At the very least, the economy’s recent revival has blunted one of the sharpest weapons in Sen. John Kerry’s arsenal as he tries to unseat President Bush, according to’s panel of economic experts.

“Bush is going to have a lot of ammunition from the economy in the next several months,” predicted Ed Leamer, director of the UCLA Anderson Business Forecast.

Yet recent signs of expansion have not stopped Kerry and his surrogates from continuing to attack President Bush for his handling of the economy, highlighting the return of record budget deficits and the worst record on job creation since before the Great Depression.

As he hammers away, Kerry appears to be tapping into an undercurrent of dissatisfaction only partly related to the economy. In an election where foreign affairs are likely to play a dominant role, concern about the war in Iraq may be coloring the way voters feel about the economy, some of our panelists said.

“To see the news clips of everything from prisoner abuses to the ongoing terrorist strikes in the Middle East … someone would be hard pressed to say these are great times,” said Diane Swonk, chief economist at Bank One.

Consumer confidence surged in June to its highest level in two years, the Conference Board reported Wednesday. But other recent surveys have found mixed results. A Gallup survey taken in early June found only 35 percent rated economic conditions as good or excellent, down from 43 percent in January.

“There are still pockets of pain,” explained Sung Won Sohn, chief economist at Wells Fargo. "If you go to the Midwest, many manufacturing jobs have been lost to outsourcing, technology, immigration and many of those people will not get their jobs back. They have lost their jobs for good. So clearly they are pretty pessimistic.”

In addition, Sohn said lower-income families in particular have been hit hard by rising prices for fuel and health care, while the benefits of economic expansion have flowed mainly to middle and upper-income families.

“People at the low end of the income spectrum, especially living on wages, have not fared as well,” he said.

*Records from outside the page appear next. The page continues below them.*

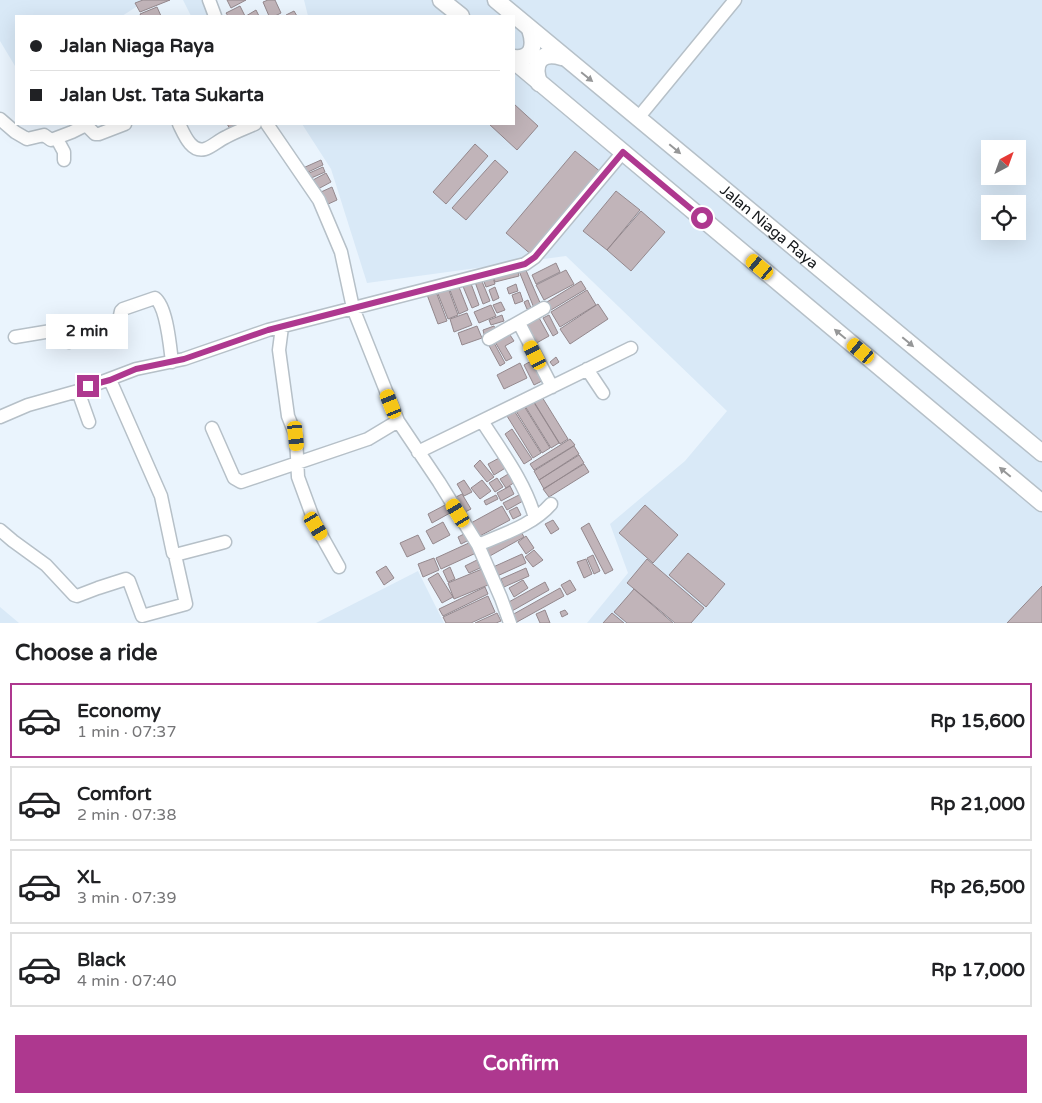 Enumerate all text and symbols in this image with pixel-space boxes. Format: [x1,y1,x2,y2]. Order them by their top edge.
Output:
text: Jalan Niaga Raya [60,35,214,57]
one-way arrow [580,71,593,82]
text: Jalan Ust. Tata Sukarta [60,84,264,106]
north arrow [981,140,1026,185]
map controls [981,140,1026,240]
one-way arrow [668,144,681,155]
street label: Jalan Niaga Raya [717,181,822,273]
button: locate [981,195,1026,240]
route start [691,207,713,229]
car [743,252,776,282]
callout: 2 min [47,314,129,348]
text: 2 min [66,321,108,341]
one-way arrow [833,328,846,339]
car [844,336,877,366]
one-way arrow [901,337,914,348]
car [521,338,548,372]
route end [77,375,99,397]
car [378,387,403,421]
car [286,420,305,452]
one-way arrow [998,466,1011,477]
car [443,496,472,530]
car [301,509,330,543]
text: Choose a ride [15,640,158,666]
icon: car [17,698,62,743]
text: Economy [77,700,161,722]
text: Rp 15,600 [930,710,1025,732]
text: 1 min · 07:37 [77,722,176,742]
icon: car [17,781,62,826]
text: Comfort [77,783,151,805]
text: Rp 21,000 [930,793,1025,815]
text: 2 min · 07:38 [77,805,176,825]
icon: car [17,864,62,909]
text: XL [77,866,101,888]
text: Rp 26,500 [930,876,1025,898]
text: 3 min · 07:39 [77,888,176,908]
icon: car [17,947,62,992]
text: Black [77,949,126,971]
text: Rp 17,000 [931,959,1025,981]
text: 4 min · 07:40 [77,971,176,991]
button: Confirm [15,1035,1027,1093]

The bitter election campaign itself is no doubt playing a role in limiting the enthusiasm consumers feel about the economy. The lingering effects of 9/11 and the ongoing role on terror also share the blame for a widespread feeling of anxiety that extends to the economic sphere.

“There is a chronic issue of lack of confidence that I think has come from the long period of jobless recovery and the undercurrent of nervousness around geopolitical problems,” said Ethan Harris, chief U.S. economist at Lehman Bros. “I do think the consumer confidence will pick up as the job picture continues to look strong. … But it’s an uphill struggle to convince people that the world — the economy — is getting better.”


David Lereah, chief economist for the National Association of Realtors, was among several analysts who said rising federal budget deficits are having an impact on consumer expectations for the economy.

“I think households don’t have a high comfort level with the Republicans right now on the economy,” he said. “The economy has been jump-started because of very expansive fiscal policy in terms of defense and military spending and tax cuts. Those are temporary fixes.”

He said “the jury is still out” on whether the economy will help Bush’s re-election effort.

“If you get some real positive economic reports in September and October, Republicans are in good shape,” he said. “If you get some negative reports, the Democrats can play it into their favor.”

“It’s a question of a glass half-full or half-empty,” said Sohn. “I don’t think it’s that clear cut. I suspect that some people may vote for President Bush because of an improving economy and jobs, and others might still vote for Mr. Kerry because they are upset over their income and loss of jobs.”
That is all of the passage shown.